Quando Atena, a deusa da sabedoria, andava na companhia das Graças,
o conhecimento que vinha dela não apenas instruía teoricamente,
mas também deixava quem aprendia em graça, aumentando a potência da vida.
Eros também buscava a companhia das Graças quando queria que o amor que ele dava fosse também um estado de graça: afeto que se dá e recebe , sem cobranças.
E quando os deuses queriam saber quem entre os seres humanos eram gratos,
eles ofereciam seus dons junto com as Graças,
e assim sabiam quem, aos recebê-los, ficavam agradecidos .
Pois quem é agradecido é confiável.
As Graças não são exatamente a alegria ou a felicidade, pois elas vêm antes desses estados, e muitas vezes são as Graças que nos amparam nos momentos de tristeza e infelicidade.
As Graças são o contrário das Moiras, que também eram três irmãs. Enquanto as Moiras querem nos impor um Destino férreo que se paga com o preço da morte, as Graças ofertam mais vida de graça, mesmo quando nos julgavam vencidos e mortos. E por esse sopro de vida a mais as Graças nada cobram, apenas esperam que nos tornemos gratos. Pois daquilo que se recebe de graça ninguém é o dono ou proprietário: o que se recebe das Graças é para ser partilhado.
Certa vez, Orfeu acordou de manhã e percebeu que Eurídice, seu par, já estava desperta. Ela estava diante de uma penteadeira penteando-se, enquanto cantarolava baixinho uma canção. Ela não cantava a canção inteira, apenas o ritornelo, o refrão.

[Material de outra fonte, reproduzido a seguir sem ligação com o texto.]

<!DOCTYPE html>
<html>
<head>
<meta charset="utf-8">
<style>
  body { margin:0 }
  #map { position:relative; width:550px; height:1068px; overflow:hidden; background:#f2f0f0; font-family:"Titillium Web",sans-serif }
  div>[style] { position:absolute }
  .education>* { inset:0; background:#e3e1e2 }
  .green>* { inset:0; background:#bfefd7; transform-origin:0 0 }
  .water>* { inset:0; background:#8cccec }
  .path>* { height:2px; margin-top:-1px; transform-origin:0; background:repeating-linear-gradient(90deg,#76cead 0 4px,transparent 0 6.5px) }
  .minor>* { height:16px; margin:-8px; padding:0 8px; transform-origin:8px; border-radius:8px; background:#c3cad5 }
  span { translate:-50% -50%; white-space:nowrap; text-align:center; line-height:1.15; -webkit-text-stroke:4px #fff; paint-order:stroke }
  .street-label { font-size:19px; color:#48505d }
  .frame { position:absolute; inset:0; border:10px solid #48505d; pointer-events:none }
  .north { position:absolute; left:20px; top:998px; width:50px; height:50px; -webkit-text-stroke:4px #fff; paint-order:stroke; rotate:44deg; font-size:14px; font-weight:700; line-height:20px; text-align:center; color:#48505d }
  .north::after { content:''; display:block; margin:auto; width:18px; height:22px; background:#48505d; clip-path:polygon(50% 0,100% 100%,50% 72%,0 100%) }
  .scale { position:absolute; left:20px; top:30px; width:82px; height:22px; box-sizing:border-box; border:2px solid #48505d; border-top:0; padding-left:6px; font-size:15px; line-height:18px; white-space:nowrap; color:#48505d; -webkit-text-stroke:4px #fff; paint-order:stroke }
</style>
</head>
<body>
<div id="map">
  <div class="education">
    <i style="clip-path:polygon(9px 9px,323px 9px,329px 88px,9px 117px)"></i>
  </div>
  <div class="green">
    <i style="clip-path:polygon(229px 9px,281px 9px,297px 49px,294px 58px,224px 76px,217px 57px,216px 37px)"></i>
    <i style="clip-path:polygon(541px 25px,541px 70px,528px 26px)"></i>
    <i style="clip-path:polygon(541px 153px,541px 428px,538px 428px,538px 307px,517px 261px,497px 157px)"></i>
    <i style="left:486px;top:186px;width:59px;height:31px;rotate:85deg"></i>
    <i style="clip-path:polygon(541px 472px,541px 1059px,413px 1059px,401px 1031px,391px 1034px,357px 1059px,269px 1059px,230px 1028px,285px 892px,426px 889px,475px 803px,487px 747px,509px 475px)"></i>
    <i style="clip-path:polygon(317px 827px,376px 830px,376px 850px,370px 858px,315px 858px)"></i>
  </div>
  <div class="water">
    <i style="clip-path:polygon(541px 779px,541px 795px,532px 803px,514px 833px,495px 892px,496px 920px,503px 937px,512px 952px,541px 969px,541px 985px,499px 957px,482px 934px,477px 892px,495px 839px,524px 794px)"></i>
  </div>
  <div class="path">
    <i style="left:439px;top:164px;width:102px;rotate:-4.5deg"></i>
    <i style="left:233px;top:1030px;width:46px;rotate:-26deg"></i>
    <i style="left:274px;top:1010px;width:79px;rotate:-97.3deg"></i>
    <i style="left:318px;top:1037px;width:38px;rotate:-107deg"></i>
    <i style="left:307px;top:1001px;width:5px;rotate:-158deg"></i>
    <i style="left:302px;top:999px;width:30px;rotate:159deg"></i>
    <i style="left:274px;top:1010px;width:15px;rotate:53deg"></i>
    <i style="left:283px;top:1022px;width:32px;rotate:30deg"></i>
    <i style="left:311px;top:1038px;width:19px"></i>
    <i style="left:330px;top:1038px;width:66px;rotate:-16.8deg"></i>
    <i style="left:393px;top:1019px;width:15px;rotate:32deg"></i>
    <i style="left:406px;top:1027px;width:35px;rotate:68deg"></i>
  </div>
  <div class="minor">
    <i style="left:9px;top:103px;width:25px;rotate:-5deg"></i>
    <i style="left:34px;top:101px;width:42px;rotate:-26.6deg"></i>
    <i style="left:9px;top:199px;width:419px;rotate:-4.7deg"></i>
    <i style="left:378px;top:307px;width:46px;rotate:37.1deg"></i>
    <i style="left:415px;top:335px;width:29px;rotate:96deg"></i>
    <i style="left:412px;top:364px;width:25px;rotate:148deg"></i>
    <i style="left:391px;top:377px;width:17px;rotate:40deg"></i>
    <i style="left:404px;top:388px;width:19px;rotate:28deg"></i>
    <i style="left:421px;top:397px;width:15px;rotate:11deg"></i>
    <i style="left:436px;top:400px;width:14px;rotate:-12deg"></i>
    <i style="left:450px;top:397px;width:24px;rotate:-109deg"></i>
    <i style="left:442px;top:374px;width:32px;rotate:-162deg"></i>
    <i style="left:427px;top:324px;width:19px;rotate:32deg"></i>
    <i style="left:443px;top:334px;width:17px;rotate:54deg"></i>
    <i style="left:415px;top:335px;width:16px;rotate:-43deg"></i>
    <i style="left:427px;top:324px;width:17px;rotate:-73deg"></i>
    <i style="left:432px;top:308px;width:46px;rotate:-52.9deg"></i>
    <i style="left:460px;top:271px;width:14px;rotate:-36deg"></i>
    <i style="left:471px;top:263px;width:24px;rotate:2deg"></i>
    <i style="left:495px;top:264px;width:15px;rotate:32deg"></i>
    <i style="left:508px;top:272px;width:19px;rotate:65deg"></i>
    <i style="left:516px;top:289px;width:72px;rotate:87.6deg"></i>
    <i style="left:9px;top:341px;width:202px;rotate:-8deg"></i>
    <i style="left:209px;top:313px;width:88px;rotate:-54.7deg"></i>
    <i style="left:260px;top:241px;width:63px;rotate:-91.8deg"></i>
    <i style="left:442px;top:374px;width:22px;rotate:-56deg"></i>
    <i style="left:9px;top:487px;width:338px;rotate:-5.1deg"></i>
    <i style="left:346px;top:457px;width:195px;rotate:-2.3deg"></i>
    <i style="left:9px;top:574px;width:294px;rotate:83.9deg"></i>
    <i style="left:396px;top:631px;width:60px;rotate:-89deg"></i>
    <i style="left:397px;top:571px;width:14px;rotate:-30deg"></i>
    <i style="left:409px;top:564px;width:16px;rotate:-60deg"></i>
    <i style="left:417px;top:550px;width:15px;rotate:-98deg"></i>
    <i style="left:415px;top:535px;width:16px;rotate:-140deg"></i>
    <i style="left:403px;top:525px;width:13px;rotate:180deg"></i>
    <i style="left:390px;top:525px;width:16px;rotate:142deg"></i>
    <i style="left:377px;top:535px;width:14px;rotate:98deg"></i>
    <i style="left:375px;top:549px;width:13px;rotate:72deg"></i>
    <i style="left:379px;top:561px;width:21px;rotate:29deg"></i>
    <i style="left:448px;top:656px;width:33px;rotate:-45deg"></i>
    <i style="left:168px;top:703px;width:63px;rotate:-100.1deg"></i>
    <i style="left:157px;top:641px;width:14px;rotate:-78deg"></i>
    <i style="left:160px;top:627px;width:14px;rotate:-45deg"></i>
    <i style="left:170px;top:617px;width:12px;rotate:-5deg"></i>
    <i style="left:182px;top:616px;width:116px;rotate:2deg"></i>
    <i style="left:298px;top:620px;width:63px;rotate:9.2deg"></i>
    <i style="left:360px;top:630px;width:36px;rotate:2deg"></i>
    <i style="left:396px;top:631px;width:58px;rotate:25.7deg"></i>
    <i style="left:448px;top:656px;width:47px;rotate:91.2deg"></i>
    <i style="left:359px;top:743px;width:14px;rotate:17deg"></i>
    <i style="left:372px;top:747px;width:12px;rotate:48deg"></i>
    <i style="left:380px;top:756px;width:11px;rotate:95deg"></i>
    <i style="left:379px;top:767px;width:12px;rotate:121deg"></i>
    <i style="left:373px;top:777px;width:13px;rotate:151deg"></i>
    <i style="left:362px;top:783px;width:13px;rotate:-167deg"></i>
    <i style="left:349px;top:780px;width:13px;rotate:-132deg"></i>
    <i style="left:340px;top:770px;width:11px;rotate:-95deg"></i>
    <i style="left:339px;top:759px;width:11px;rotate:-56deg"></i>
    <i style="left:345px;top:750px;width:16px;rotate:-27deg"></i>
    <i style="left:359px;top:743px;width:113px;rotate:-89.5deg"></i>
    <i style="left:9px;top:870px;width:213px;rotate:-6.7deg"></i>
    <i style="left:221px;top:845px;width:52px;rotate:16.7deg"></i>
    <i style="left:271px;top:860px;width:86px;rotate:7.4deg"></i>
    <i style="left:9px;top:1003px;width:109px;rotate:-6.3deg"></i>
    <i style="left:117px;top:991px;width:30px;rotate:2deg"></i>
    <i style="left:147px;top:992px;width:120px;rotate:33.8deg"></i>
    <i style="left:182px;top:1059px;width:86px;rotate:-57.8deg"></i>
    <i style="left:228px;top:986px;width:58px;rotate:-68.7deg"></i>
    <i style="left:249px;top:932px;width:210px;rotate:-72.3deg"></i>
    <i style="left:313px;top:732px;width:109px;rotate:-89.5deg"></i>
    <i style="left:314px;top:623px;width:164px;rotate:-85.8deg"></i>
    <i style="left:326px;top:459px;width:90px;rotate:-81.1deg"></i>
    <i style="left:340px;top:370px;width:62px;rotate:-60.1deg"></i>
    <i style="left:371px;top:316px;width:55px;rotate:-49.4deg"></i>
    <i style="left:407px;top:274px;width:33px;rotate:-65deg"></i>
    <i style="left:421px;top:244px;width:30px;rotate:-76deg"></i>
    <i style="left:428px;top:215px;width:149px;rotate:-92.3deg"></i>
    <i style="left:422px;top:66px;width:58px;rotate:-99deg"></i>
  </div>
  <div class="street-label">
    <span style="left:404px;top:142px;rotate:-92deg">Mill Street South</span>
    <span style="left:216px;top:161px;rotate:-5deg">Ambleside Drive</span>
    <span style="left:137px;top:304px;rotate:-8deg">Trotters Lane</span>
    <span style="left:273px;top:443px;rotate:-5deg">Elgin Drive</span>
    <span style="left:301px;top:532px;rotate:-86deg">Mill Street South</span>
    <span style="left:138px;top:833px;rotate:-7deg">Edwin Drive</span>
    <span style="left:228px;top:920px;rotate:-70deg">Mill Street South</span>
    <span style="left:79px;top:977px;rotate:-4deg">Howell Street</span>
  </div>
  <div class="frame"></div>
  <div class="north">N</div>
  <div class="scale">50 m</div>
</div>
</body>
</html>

De repente, Eurídice viu, pelo espelho, a expressão de Orfeu a olhá-la. Admirado, parecia que o poeta via uma obra de arte a qual não faltava nada.
Eurídice perguntou: “O que foi!?” E o poeta pediu: “Não pare, faça de novo o que você estava fazendo!...” “Mas o que eu estava fazendo?” “Você estava se olhando, mas sem se julgar ou comparar; você estava cantando sem razão ou motivo, mas como fazia sentido o seu cantar!”

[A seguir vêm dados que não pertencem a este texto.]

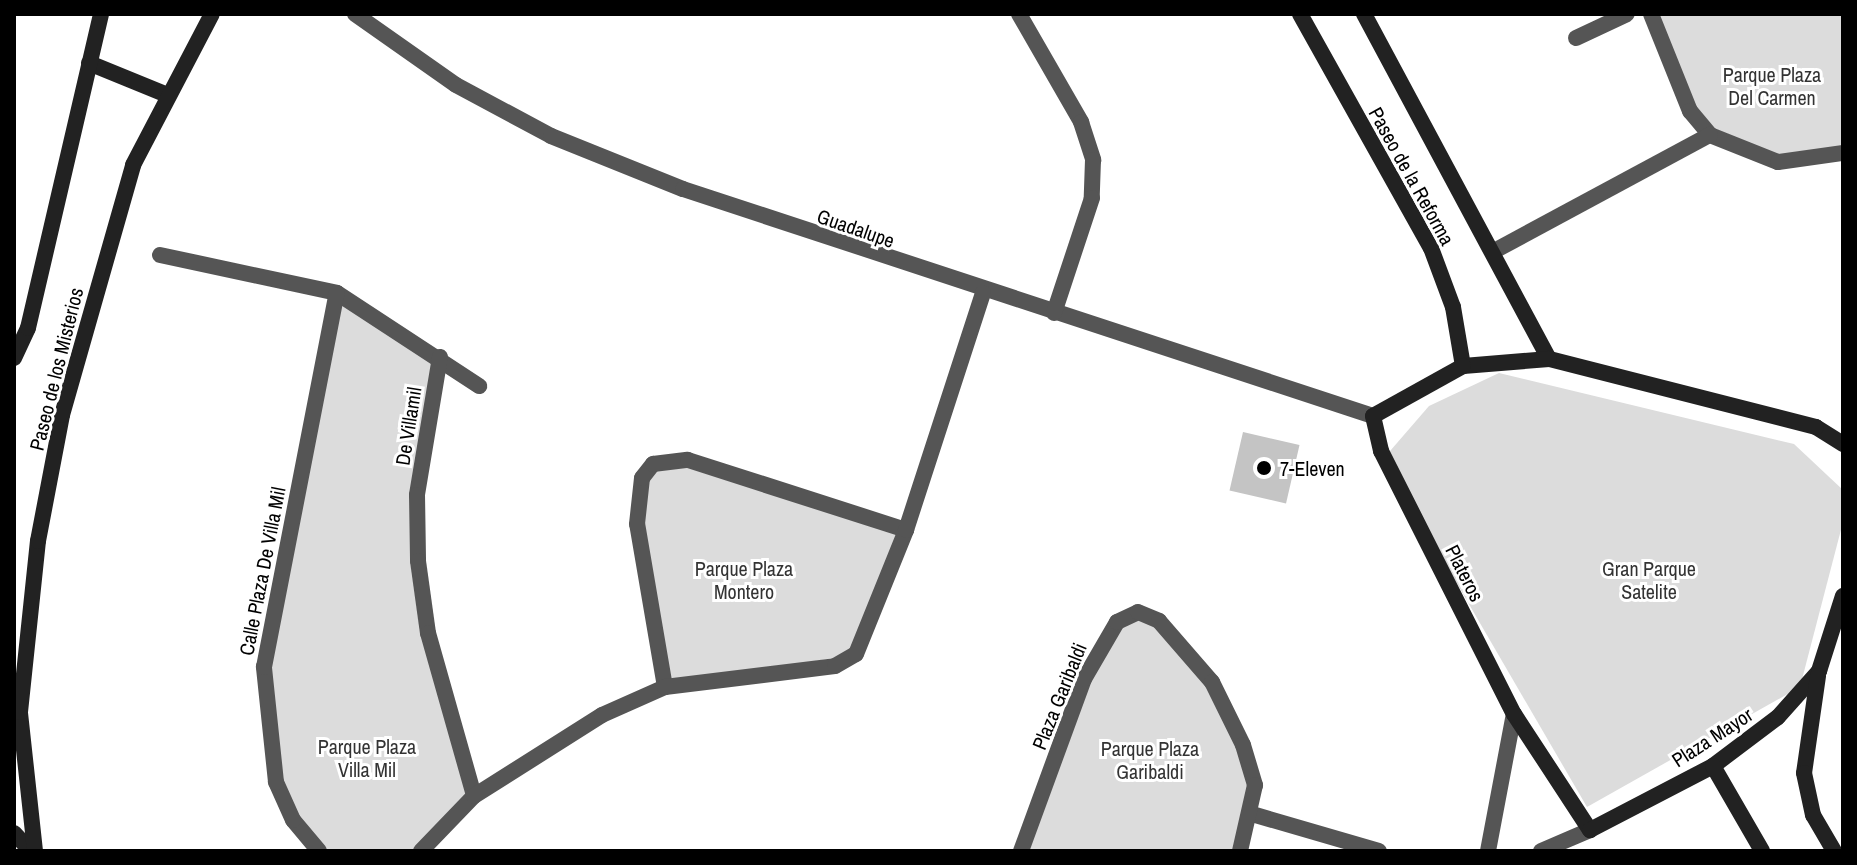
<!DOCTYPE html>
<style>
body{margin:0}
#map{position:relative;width:1857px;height:865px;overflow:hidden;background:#fff;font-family:"Archivo Narrow",sans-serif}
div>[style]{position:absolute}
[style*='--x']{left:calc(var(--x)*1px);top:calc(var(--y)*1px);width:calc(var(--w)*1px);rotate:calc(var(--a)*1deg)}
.green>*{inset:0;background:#dcdcdc}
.building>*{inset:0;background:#c4c4c4;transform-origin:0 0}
.street>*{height:16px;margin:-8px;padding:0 8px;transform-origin:8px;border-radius:8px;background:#555}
.secondary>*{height:16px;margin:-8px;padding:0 8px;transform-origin:8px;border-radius:8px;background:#222}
.dots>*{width:22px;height:22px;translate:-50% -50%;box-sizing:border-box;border:4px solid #fff;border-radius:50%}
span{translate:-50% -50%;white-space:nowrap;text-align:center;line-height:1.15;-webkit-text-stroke:6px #fff;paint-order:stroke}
.park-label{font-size:20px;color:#333}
.street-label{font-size:20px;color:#000}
.poi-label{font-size:20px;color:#000}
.left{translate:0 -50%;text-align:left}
.frame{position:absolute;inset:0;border:16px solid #000;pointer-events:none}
</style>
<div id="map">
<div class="green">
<div style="clip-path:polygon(1651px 14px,1843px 14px,1843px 153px,1778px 162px,1710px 135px)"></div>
<div style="clip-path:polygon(337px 293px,440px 357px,417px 495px,418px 561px,474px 796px,421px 851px,319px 851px,293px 820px,269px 723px,264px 667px)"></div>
<div style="clip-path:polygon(1499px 373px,1794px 444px,1843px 490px,1843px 522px,1800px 687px,1587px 807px,1384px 458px,1429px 406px)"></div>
<div style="clip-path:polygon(667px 459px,906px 530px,856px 654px,665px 687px,637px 524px,642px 478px)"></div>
<div style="clip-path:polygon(1138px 612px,1212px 682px,1255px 785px,1240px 851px,1021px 851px,1103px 641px)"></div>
</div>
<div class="building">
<div style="left:1243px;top:432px;width:58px;height:60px;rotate:13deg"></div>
</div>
<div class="street">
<div style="--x:355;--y:14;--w:123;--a:35.1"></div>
<div style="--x:456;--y:85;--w:108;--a:28.2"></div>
<div style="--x:551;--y:136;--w:142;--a:21.9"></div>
<div style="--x:683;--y:189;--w:726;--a:18.21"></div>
<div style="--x:1019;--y:14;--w:125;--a:60.1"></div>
<div style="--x:1081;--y:122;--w:40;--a:72"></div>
<div style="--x:1093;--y:160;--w:38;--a:92"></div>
<div style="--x:1092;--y:198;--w:121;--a:108.3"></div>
<div style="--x:1651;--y:14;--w:105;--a:68.1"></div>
<div style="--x:1690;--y:111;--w:31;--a:50"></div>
<div style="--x:1710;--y:135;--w:73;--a:21.7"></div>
<div style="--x:1778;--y:162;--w:66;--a:-7.9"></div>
<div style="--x:1576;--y:38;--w:56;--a:-25.2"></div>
<div style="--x:1496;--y:250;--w:243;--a:-28.3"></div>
<div style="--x:160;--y:255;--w:181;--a:12.1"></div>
<div style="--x:337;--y:293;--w:170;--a:33.2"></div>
<div style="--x:440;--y:357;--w:140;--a:99.5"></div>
<div style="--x:417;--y:495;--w:66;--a:89.1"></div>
<div style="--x:418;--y:561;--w:73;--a:82.1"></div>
<div style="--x:428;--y:633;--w:169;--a:74.2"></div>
<div style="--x:665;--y:687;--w:165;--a:-99.7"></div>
<div style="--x:637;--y:524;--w:46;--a:-83.8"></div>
<div style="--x:642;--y:478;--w:18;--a:-52"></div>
<div style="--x:653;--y:464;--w:35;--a:-7"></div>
<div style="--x:688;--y:460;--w:229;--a:17.8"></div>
<div style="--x:1252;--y:814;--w:132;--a:16.2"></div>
<div style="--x:319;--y:851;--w:40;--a:-130"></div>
<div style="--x:293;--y:820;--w:42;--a:-114.1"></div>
<div style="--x:276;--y:782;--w:116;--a:-96"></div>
<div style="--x:264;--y:667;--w:381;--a:-79"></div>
<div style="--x:421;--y:851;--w:76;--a:-46.1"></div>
<div style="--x:474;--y:796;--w:151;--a:-32.3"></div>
<div style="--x:602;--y:715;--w:69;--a:-24"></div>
<div style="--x:665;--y:687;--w:171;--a:-7"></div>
<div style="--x:835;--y:666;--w:24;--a:-30"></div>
<div style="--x:856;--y:654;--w:134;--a:-68"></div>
<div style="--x:906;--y:530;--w:249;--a:-72"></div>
<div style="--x:1021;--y:851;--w:183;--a:-69.9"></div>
<div style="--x:1084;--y:679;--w:66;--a:-59.9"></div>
<div style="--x:1117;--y:622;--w:23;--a:-25"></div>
<div style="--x:1138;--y:612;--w:23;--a:23"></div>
<div style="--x:1159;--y:621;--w:81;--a:49"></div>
<div style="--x:1212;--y:682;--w:70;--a:63.8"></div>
<div style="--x:1243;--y:745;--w:42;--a:73.3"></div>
<div style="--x:1255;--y:785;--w:68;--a:102.8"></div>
<div style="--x:1488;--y:851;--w:139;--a:-79.3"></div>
<div style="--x:1541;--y:851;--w:53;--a:-23.2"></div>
</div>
<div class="secondary">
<div style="--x:1300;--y:14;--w:268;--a:60.8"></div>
<div style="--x:1431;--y:248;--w:63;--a:69.6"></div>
<div style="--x:1453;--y:307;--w:60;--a:80.4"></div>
<div style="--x:1364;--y:14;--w:391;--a:61.8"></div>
<div style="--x:89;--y:63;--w:82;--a:22.2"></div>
<div style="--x:14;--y:358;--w:33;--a:-65"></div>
<div style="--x:28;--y:328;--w:322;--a:-76.9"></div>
<div style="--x:1843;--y:444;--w:32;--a:-148"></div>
<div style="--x:1816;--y:427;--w:276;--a:-165.7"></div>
<div style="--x:1549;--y:359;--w:86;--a:175.3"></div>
<div style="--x:1463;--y:366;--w:103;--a:150.9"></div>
<div style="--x:1373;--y:416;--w:36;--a:77"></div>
<div style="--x:1381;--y:451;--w:295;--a:63.2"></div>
<div style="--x:1514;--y:714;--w:139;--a:56.8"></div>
<div style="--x:1590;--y:830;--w:139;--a:-27.5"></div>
<div style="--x:1713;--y:766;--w:81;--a:-37"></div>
<div style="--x:1778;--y:717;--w:62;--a:-48.3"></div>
<div style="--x:1819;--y:671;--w:79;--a:-72.3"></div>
<div style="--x:1818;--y:676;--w:98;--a:98.2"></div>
<div style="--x:1804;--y:773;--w:43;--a:77.9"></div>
<div style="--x:1813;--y:815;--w:42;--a:59.7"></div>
<div style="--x:1713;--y:766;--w:98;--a:60"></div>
<div style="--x:14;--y:833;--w:25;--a:47"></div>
<div style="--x:35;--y:851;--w:140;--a:-96.2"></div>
<div style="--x:20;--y:712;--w:172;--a:-84"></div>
<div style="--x:38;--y:541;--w:128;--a:-79.2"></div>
<div style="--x:62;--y:415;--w:260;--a:-74.1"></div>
<div style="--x:133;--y:165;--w:170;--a:-62.4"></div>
</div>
<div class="dots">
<div style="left:1264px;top:468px;background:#000"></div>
</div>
<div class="park-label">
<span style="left:1772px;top:86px">Parque Plaza<br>Del Carmen</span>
<span style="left:744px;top:580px">Parque Plaza<br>Montero</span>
<span style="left:1649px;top:580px">Gran Parque<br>Satelite</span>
<span style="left:367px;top:758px">Parque Plaza<br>Villa Mil</span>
<span style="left:1150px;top:760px">Parque Plaza<br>Garibaldi</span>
</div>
<div class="street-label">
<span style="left:1412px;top:176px;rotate:61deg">Paseo de la Reforma</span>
<span style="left:856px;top:228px;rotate:19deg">Guadalupe</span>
<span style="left:56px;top:369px;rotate:-76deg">Paseo de los Misterios</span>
<span style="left:408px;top:426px;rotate:-81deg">De Villamil</span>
<span style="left:262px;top:571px;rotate:-79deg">Calle Plaza De Villa Mil</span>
<span style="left:1465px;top:573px;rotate:63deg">Plateros</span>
<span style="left:1059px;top:696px;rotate:-68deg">Plaza Garibaldi</span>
<span style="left:1712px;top:737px;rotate:-33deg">Plaza Mayor</span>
</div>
<div class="poi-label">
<span class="left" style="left:1280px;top:468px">7-Eleven</span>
</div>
<div class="frame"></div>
</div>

“Ah, então era isso!? Farei de novo...”
Porém, por mais que Eurídice tentasse fazer de forma programada o que fizera de maneira espontânea, ela não conseguia repetir o que vivera de forma gratuita e com graça, sem distanciamento com a vida.
Nas tradições órficas, “Eurídice” é um dos nomes da Alma, assim como “Psiquê” e “Pneuma”. Quando o poeta canta a vida em graça, é porque sua Alma-Eurídice foi despertada à vida pelas próprias Graças.
O contrário da vida não é a morte. O contrário da vida é uma existência sem-graça que atrai e produz des-graças. Uma existência assim é anti-poesia: com tudo e todos, ela é não confiável, in-grata.